The people who make a lot of money playing sports are always telling you they'd do it for free. If that was true (it isn't), this is what it would look like.

Tottenham Hotspur blew through town this week on a preseason tour. Ostensibly, it was here to play a soccer game. Actually, it's here doing what we should all be doing every waking moment of our lives – growing the brand.

If the goal was to get you to like Spurs, the ragged 90-minute shift they put in against Toronto FC won't have helped much.

There was a final score. It doesn't matter what it was. All I can tell you is that Tottenham's Erik Lamela scored twice. No game in which that happens can be described as "competitive."

The result was beside the point, as the presumptive focus of the whole show pointed out.

"[I]f we've got to play, we've got to play," TFC's Jermain Defoe declared Wednesday, presumably at high volume while thrusting a sword into the air. I'm not sure. I wasn't there. "It's not going to be as serious. I can't imagine the tempo's going to be too high. But we'll still try to win the game."

That doesn't sound like an advertisement for ticketed entertainment. It sounds like the sort of thing you think while lying in bed on a Sunday morning, trying to convince yourself to go to the gym.

And then you decide not to.

This friendly match was part of the deal that brought Defoe to Toronto from London in January, a mutually profitable afterthought tagged onto the transfer contract.

His former team fully embraced that slip-shod, "Oh, why the hell not?" vibe.

Pregame, Spurs didn't bother to take a team photo. Mid-game, they drifted around, as though suffering through a forced constitutional. Post-TFC goals, they looked around at each other like guys who've just been judo-flipped by their kid sisters.

Toronto gifted them with a commemorative plate and a jersey signed by the entire roster.

Does Tottenham's museum have a sub-basement in need of decoration?

As usual during one of these shams, there is a sense of the queen's representatives sent to introduce iron tools to the dirt farmers of the New World. There's nothing like the arrival of a Premiership team – any of them – to remind us how second-rate our brand of soccer still appears to European eyes.

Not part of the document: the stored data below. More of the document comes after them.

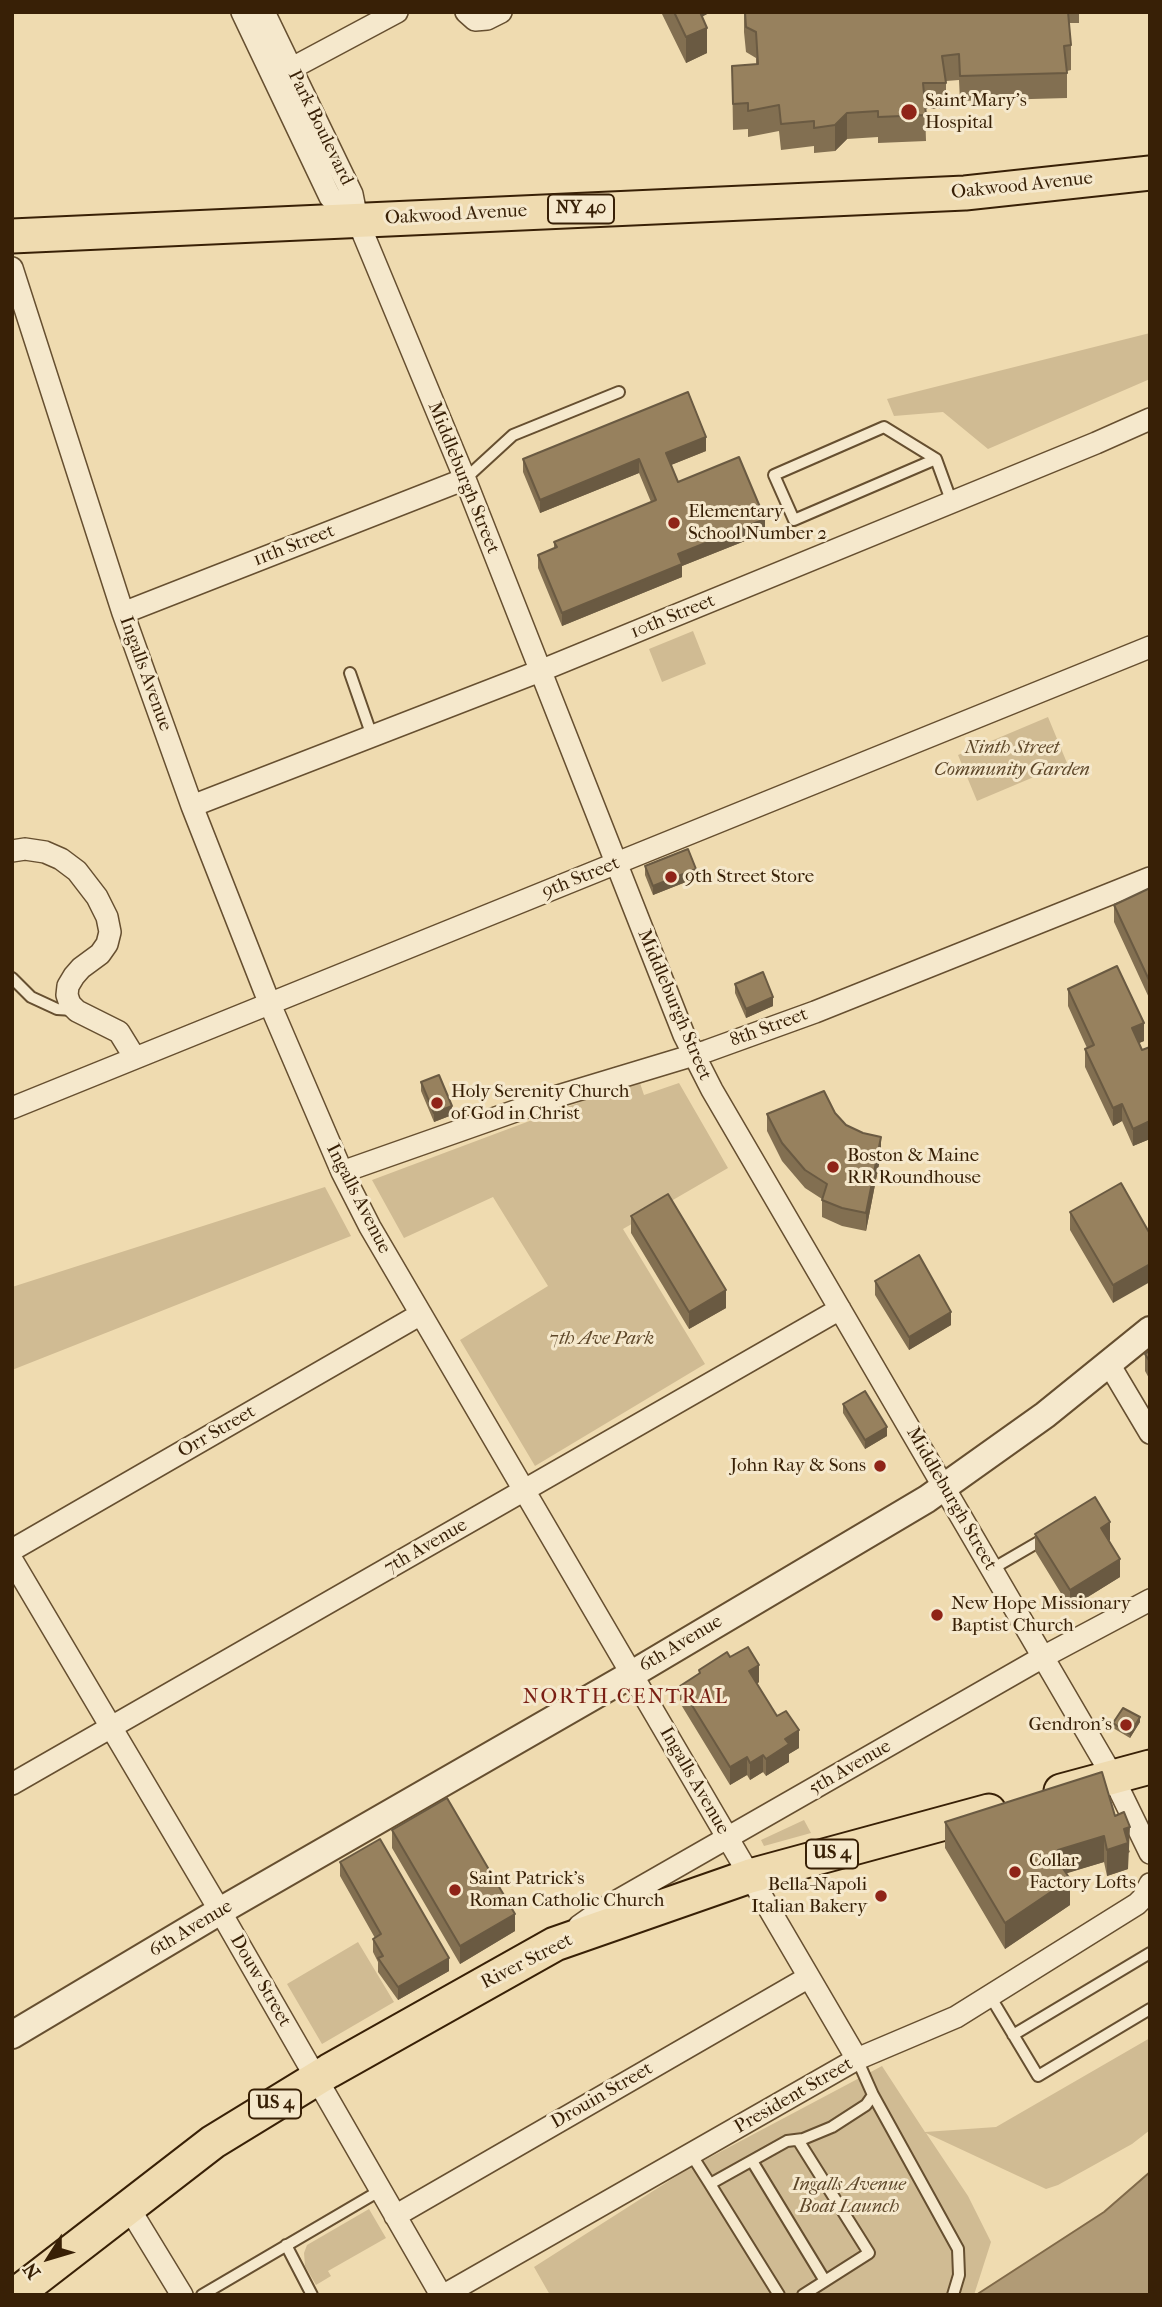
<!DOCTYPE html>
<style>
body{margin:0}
#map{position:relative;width:1162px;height:2307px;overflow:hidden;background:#efdbb0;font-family:"IM FELL French Canon",serif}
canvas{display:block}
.frame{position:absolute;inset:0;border:14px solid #382006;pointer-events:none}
.north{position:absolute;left:14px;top:2223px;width:70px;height:70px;-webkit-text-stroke:5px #f5e8cc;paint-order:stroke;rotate:233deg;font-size:19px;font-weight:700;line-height:28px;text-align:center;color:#382006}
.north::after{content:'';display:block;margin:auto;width:24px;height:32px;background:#382006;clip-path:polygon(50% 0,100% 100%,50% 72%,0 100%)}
</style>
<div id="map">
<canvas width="1162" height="2307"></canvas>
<div class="frame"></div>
<div class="north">N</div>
</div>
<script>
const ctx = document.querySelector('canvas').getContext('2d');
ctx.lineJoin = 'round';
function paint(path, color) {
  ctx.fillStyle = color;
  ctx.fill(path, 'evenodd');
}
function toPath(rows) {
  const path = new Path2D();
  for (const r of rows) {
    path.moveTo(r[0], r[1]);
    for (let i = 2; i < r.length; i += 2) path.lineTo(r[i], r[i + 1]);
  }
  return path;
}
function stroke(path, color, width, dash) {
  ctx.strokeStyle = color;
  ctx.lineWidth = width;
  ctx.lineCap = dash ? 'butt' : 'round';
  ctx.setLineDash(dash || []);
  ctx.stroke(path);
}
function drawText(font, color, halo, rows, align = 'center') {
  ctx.font = font + ' "IM FELL French Canon",serif';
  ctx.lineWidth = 6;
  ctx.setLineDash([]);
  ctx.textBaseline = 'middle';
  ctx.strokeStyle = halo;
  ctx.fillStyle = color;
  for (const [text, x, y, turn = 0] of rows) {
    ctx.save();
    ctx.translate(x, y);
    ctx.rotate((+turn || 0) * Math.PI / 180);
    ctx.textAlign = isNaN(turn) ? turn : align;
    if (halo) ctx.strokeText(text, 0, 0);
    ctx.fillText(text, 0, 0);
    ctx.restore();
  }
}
const green = toPath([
 [1150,333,1150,379,988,449,943,412,894,416,887,399],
 [693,631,706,664,662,682,649,649],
 [1048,717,1067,763,977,801,958,755],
 [639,1080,644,1095,679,1083,728,1168,623,1229,705,1364,535,1466,460,1340,548,1286,493,1197,404,1238,372,1180],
 [325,1187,351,1236,12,1370,12,1287],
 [804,1820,811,1833,764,1846,761,1840],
 [358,1942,394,2002,322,2044,287,1984],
 [1150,2038,1150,2130,1132,2144,1058,2185,1046,2189,926,2133,968,2196,991,2242,974,2295,550,2295,534,2267,686,2170,882,2066,925,2132,996,2127],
 [369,2209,386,2238,328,2271,331,2276,316,2285,305,2266,304,2253,307,2245]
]);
const water = toPath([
 [1150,2172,1150,2295,976,2295,1104,2212,1150,2172]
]);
const service = toPath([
 [936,459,884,427,774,475,794,520,936,459,952,503],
 [465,479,513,435,619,392],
 [350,673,372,736],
 [12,978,31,997,57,1009,73,1010],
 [992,1569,1047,1537],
 [990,1996,1038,2076,1150,2009],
 [1013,2035,1150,1953],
 [873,2095,958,2249,959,2275,953,2295],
 [798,2140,869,2253,803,2295],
 [691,2154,710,2184,787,2141,803,2139,832,2127,866,2105,873,2095,857,2059],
 [752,2161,825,2281],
 [710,2184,779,2295],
 [286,2245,312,2295],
 [202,2295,381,2190]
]);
const minor = toPath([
 [242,12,330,197,357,219],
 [264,12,352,194,357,219,465,479,684,1035,712,1090,1113,1777,1150,1853],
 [466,12,475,20,487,19,501,12],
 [281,74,397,12],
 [12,268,123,613,192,806,269,1002,342,1172,370,1227,857,2059],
 [123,613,465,479],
 [192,806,540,671,1096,443,1150,419],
 [12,851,25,849,45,852,61,859,77,871,97,897,107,917,110,932,107,944,100,954,81,968,74,976,68,986,67,995,70,1004,77,1011,119,1032,135,1058],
 [12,1108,1150,647],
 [342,1172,558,1096,707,1051,815,1012,1150,878],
 [1109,1364,1150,1433],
 [12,1550,421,1314],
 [12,1560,220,1911,441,2295],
 [12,1784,840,1309],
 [579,1926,603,1909,1043,1657,1150,1600],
 [129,2208,182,2295],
 [395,2216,809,1977],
 [444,2295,857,2059,956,2017,1137,1904,1143,1898,1150,1884]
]);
const tertiary = toPath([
 [12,2035,220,1911,632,1674,927,1499,1045,1415,1150,1330]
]);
const primary = toPath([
 [12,236,965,193,1150,173],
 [1061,1791,1150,1767],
 [15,2295,213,2142,329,2071,555,1944,750,1876,989,1811]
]);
const wall = toPath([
 [661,12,711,12,702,16,707,53,686,63],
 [744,12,1082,12,1079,13,1079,23,1069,23,1071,45,1071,70,1067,71,1067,98,960,101,959,80,946,81,946,109,925,109,926,141,878,143,878,137,847,139,835,151,814,153,814,146,781,150,779,131,748,137,748,129,733,130,732,66,756,64,756,58,746,52,744,32],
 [706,451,671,465,678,482,765,533,682,566,682,577,562,626,538,568,538,555,554,548,554,542,651,502,639,473,540,513,523,472,523,459],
 [645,866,696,878,653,895,645,875],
 [1150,888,1150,1000,1114,922,1114,905],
 [735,984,773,1006,746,1018,735,993],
 [1068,989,1144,1041,1139,1043,1142,1050,1150,1047,1150,1139,1133,1146,1122,1121,1113,1126,1085,1067,1085,1049,1087,1048,1068,1006],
 [421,1082,452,1115,434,1122,421,1091],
 [835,1113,846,1125,881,1154,866,1231,842,1226,822,1217,822,1199,805,1188,782,1161,767,1131,767,1114],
 [1070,1212,1150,1234,1113,1303,1070,1230],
 [631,1216,726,1308,689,1329,631,1233],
 [875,1281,951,1325,909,1350,875,1295],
 [1150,1350,1150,1380,1145,1371,1145,1354],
 [843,1404,887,1436,865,1449,843,1413],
 [1035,1534,1110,1540,1109,1541,1120,1577,1070,1608,1035,1551],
 [730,1657,759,1682,757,1684,777,1716,799,1748,789,1754,789,1762,766,1776,763,1772,750,1780,747,1775,730,1785,680,1703,680,1686,699,1674,699,1670],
 [1140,1722,1130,1738,1113,1728,1113,1723],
 [1115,1816,1130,1852,1128,1853,1128,1869,1107,1876,1104,1862,1066,1873,1070,1905,1005,1949,945,1848,945,1822],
 [392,1830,515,1931,460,1964,392,1848],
 [340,1862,449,1971,398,2000,378,1972,378,1962,373,1952,373,1939,375,1938,340,1876]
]);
const shadedWall = toPath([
 [696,12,711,12,698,19],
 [707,28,707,53,686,63,686,37],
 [847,113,847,139,835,151,835,125],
 [706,437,706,451,666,467,666,453],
 [639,459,639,473,540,513,540,500],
 [765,519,765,533,682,566,682,577,562,626,562,613,678,554],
 [696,869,696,878,653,895,653,886],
 [773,997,773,1006,746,1018,746,1009],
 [1144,1023,1144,1041,1132,1046,1132,1028],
 [1122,1104,1122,1121,1113,1126,1113,1108],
 [452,1106,452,1115,434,1122,434,1113],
 [1150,1121,1150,1139,1133,1146,1133,1129],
 [881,1137,881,1154,866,1231,866,1213],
 [1150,1264,1150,1282,1113,1303,1113,1285],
 [726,1290,726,1308,689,1329,689,1312],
 [951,1312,951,1325,909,1350,909,1337],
 [887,1427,887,1436,865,1449,865,1440],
 [1110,1522,1110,1540,1101,1545,1101,1528],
 [1120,1559,1120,1577,1070,1608,1070,1590],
 [759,1665,759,1682,749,1689,749,1671],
 [1140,1717,1140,1722,1130,1738,1130,1734],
 [799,1730,799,1748,789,1754,789,1762,766,1776,766,1759,785,1739],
 [763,1755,763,1772,750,1780,750,1763],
 [747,1757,747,1775,730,1785,730,1767],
 [1130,1827,1128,1869,1107,1876,1107,1850,1124,1829],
 [1104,1836,1104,1862,1058,1876,1058,1850],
 [1070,1879,1070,1905,1005,1949,1005,1923],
 [515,1914,515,1931,460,1964,460,1946],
 [449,1958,449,1971,398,2000,398,1987]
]);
const building = toPath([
 [674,12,700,12,707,28,686,37,674,12],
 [745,12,1068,12,1071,45,1064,46,1067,73,960,76,959,54,942,56,946,83,923,83,926,115,878,117,878,111,847,113,835,125,814,128,814,121,781,124,779,105,748,111,748,103,733,104,732,66,758,64,756,32,746,27,745,12],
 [688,392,706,437,666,453,678,482,739,457,765,519,678,554,682,564,562,613,538,555,557,547,554,542,656,500,639,459,540,500,523,459,688,392],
 [688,849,696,869,653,886,645,866,688,849],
 [1150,888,1150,982,1114,905,1150,888],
 [1117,966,1144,1023,1132,1028,1142,1050,1150,1047,1150,1121,1133,1129,1122,1104,1113,1108,1085,1049,1094,1045,1068,989,1117,966],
 [763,972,773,997,746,1009,735,984,763,972],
 [439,1075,452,1106,434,1113,421,1082,439,1075],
 [824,1091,835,1113,846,1125,863,1133,881,1137,866,1213,842,1208,822,1200,827,1184,805,1170,782,1143,767,1114,824,1091],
 [1121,1183,1150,1234,1150,1264,1113,1285,1070,1212,1121,1183],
 [668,1194,726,1290,689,1312,631,1216,668,1194],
 [919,1255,951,1312,909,1337,875,1281,919,1255],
 [1150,1350,1150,1362,1145,1354,1150,1350],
 [865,1391,887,1427,865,1440,843,1404,865,1391],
 [1095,1497,1110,1522,1101,1528,1120,1559,1070,1590,1035,1534,1095,1497],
 [748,1647,759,1665,749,1671,777,1716,786,1711,799,1730,785,1739,789,1744,766,1759,763,1755,750,1763,747,1757,730,1767,680,1686,700,1673,699,1670,727,1652,730,1657,748,1647],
 [1123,1708,1140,1717,1130,1734,1113,1723,1123,1708],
 [1102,1772,1115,1816,1124,1812,1130,1827,1124,1829,1128,1843,1107,1850,1104,1836,1058,1850,1062,1867,1070,1879,1005,1923,945,1822,1102,1772],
 [447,1798,515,1914,460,1946,392,1830,447,1798],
 [380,1839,449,1958,398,1987,378,1958,383,1956,373,1939,381,1934,340,1862,380,1839]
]);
const markers = [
 [909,112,9,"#8f2418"],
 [674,523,7,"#8f2418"],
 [671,877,7,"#8f2418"],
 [437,1103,7,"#8f2418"],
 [833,1167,7,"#8f2418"],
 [880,1466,7,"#8f2418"],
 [937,1615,7,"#8f2418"],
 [1126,1725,7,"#8f2418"],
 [1015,1872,7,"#8f2418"],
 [455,1890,7,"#8f2418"],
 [881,1896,7,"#8f2418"]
];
const shields = [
 [581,209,66],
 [832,1854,52],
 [275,2104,52]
];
const shieldNames = [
 ["NY 40",581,209],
 ["US 4",832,1854],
 ["US 4",275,2104]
];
const poiNames = [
 ["Saint Mary's",925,101],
 ["Hospital",925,123],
 ["Elementary",688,512],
 ["School Number 2",688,534],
 ["9th Street Store",685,877],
 ["Holy Serenity Church",451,1092],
 ["of God in Christ",451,1114],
 ["Boston & Maine",847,1156],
 ["RR Roundhouse",847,1178],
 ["John Ray & Sons",866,1466,"right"],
 ["New Hope Missionary",951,1604],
 ["Baptist Church",951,1626],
 ["Gendron's",1112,1725,"right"],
 ["Collar",1029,1861],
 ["Factory Lofts",1029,1883],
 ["Saint Patrick's",469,1879],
 ["Roman Catholic Church",469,1901],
 ["Bella-Napoli",867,1885,"right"],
 ["Italian Bakery",867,1907,"right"]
];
const streetNames = [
 ["Park Boulevard",320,128,64],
 ["Oakwood Avenue",1022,186,-6],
 ["Oakwood Avenue",456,215,-3],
 ["Middleburgh Street",463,478,68],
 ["11th Street",294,546,-21],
 ["10th Street",673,617,-22],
 ["Ingalls Avenue",145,674,70],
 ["9th Street",581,878,-22],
 ["Middleburgh Street",674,1005,67],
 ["8th Street",769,1028,-20],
 ["Ingalls Avenue",358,1199,63],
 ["Orr Street",217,1432,-30],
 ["Middleburgh Street",951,1499,60],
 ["7th Avenue",426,1547,-30],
 ["6th Avenue",681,1644,-31],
 ["5th Avenue",850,1768,-30],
 ["Ingalls Avenue",694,1781,60],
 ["6th Avenue",191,1929,-31],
 ["River Street",527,1962,-27],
 ["Douw Street",260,1981,60],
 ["Drouin Street",602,2096,-30],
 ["President Street",794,2096,-30]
];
const parkNames = [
 ["Ninth Street",1012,748],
 ["Community Garden",1012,770],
 ["7th Ave Park",602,1339],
 ["Ingalls Avenue",849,2185],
 ["Boat Launch",849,2207]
];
const neighbourhoodNames = [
 ["NORTH CENTRAL",626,1698]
];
paint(green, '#d0bb93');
paint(water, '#b19b76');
stroke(water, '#816a49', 2);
stroke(service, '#664f30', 14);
stroke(minor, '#664f30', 24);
stroke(tertiary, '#664f30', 30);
stroke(primary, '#382006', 37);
stroke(service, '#f5e8cc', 10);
stroke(minor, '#f5e8cc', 21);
stroke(tertiary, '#f5e8cc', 26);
stroke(primary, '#efdbb0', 33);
paint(wall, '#826f51');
paint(shadedWall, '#6a5a42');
paint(building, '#97815e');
stroke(building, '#6a5a42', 2);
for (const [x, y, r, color] of markers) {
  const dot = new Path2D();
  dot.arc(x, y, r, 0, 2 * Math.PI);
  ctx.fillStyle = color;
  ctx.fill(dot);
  stroke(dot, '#f5e8cc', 2.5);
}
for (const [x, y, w] of shields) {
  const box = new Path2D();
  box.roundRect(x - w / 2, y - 14.5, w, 29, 5);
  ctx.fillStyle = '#f5e8cc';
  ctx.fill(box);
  stroke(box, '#382006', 2);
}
drawText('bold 18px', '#382006', null, shieldNames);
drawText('19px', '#382006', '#f5e8cc', poiNames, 'left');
drawText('19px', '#382006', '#f5e8cc', streetNames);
drawText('italic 19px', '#5e4729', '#f5e8cc', parkNames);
ctx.letterSpacing = '2px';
drawText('21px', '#7a1f14', '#f5e8cc', neighbourhoodNames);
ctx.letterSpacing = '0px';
</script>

Full credit, then, to Toronto for fielding a team so denuded of starting talent, it qualified as a passive-aggressive insult. Whether to Spurs or the paying fan, I'll leave you to decide.

In all, 19 of 20 Premiership teams went barnstorming this summer. Even Burnley. Burnley! One assumes that if a foreigner finds themselves sitting in the stands through a preseason Burnley match, it's only because he or she misread the date on a ticket for some other, better contest – the regional qualifiers for the 2015 Wife Carrying Championships or some such – and showed up by accident.

British clubs travelled to, among many other glittering jewels of global culture and industry, Auckland, Bangkok, Ljubljana, Klagenfurt, Columbus and Milwaukee. Just imagine the excitement of West Ham finally making its debut in Gelsenkirchen! There's some solace to be taken from the fact that the best of them – Manchesters United and City, Arsenal, Liverpool – prefer taking their seven-figure training laps in North America. Or maybe that's just that we're more easily parted from money that might be better spent on competitive sports. Instead, this is the footballing equivalent of a travelling circus in which all the really talented elephants decide to take the night off, rather than risk a confidence-shattering amount of on-field tedium.

Every time one of these teams does a fly-by in the hinterlands, they say the right things, but the truth is always there to read in their vacant press-conference gazes. They're slumming. They know they're slumming. And, most importantly, they're not being paid anything extra to slum.

At least European-based pros have stopped rubbishing Major League Soccer outright. They stopped laughing when fading talents such as Tim Cahill and Robbie Keane swanned over to pocket more money than they'd ever made overseas. European respect for MLS has nothing to do with the level of play. It's pure (and quite reasonable) avarice.

In the end, that may be an even bigger slight.

All of this continues to remind us that Major League Soccer thinks of the Premiership in Oedipal terms.

MLS is still a speculative enterprise drawing investment not on the basis of what it is, but what it could be. When the money men behind Manchester City and MLB's New York Yankees pay $100-million (U.S.) for a second New York City franchise, they aren't thinking, 'What Manhattan needs now is a soccer version of the Mets!' They're thinking that whatever England can do, America can find a way to copy.

One supposes anything is possible. But you're hard-pressed to imagine a future in which the people of Thailand or New Zealand exchange money for the chance to attend something involving the Seattle Sounders or the New England Revolution. Or know what those names mean.

That's the greatest indicator of the Premiership's predominance among global sporting leagues. The whole world is not just happy to watch its product, it will pay good money to pick through its garbage.